Back in Frisco, Dibbs fires a smoke bomb from his tank (I wonder where he got that? the tank that is) and the Royal Family springs into action, and of course that’s the moment when Thor also arrives, and there is a big donnybrook between the Inhumans and Thor! After a six page battle between all the protaganists, Dibbs and his followers are defeated (did it really take three members of the Inhumans AND Thor to take them down?). It’s then discovered that Black Bolt isn’t really Black Bolt, but is the young man’s uncle from issue number five, in Black Bolt’s costume. And in the storm, that Thor has called down, lightning strikes the antennae of Black Bolt’s costume killing “Uncle Roscoe”!
Thus ends Neal Adams short four issue run drawing the Inhumans.

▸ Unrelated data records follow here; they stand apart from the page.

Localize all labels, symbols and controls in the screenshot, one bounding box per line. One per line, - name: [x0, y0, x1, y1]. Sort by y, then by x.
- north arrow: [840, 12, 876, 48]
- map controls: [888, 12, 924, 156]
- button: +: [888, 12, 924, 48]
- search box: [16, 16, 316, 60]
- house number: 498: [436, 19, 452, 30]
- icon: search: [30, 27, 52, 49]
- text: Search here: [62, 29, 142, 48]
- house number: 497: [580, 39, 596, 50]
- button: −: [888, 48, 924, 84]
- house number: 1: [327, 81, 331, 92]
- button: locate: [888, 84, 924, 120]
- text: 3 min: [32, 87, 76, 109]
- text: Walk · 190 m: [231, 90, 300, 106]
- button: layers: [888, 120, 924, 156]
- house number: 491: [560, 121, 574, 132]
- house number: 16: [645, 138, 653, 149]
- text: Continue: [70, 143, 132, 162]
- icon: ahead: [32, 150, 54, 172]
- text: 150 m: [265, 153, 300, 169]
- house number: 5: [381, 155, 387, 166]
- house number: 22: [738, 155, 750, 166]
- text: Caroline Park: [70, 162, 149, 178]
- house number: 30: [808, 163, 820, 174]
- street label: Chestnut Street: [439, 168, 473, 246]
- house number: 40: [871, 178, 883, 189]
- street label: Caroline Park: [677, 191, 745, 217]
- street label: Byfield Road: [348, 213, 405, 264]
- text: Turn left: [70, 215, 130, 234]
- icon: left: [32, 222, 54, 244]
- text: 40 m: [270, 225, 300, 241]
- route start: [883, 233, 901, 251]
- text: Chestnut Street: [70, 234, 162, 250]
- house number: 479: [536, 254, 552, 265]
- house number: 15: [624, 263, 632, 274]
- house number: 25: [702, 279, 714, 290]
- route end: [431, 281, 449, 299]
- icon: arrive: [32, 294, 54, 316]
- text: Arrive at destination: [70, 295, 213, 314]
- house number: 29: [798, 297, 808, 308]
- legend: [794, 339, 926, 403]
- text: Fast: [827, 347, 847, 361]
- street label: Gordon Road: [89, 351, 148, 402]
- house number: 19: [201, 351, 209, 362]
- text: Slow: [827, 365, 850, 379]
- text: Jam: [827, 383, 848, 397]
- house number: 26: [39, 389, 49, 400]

These four issues also have a couple of nice Black Widow stories written by Roy Thomas and drawn by Gene Colon, as well as, Don Heck, with inks provided by Bill Everett. The two seperate story lines continued on through issue number ten, and then were replaced by the X-Men’s Beast, in solo stories. In fact, it was these stories where Hank McCoy became blue and furry! Though like the Hulk, he first was gray!
I give these three issues three (3) out of five (5) Legion Flight Rings.
Very cool, Greg; these are some of my favorite issues as well. While I didn’t discover these until years after they were published, I was still a kid, and therefore fondly recall the Natasha shower scene that was in one of these issues. Ah, memories . . .
Jim, I almost mentioned the shower scene in the Black Widow story, nicely, as well as, “PG”ly drawn by Gentleman Gene Colon, but I didn’t do so because my focus was on the Neal Adams drawn Inhuman strip!
And, didn’t they recently collect the 8 Black Widow stories recently? (Strangely enough…not the Inhumans).
Magneto guested as (also around this time) wasn’t the X-Men title going under?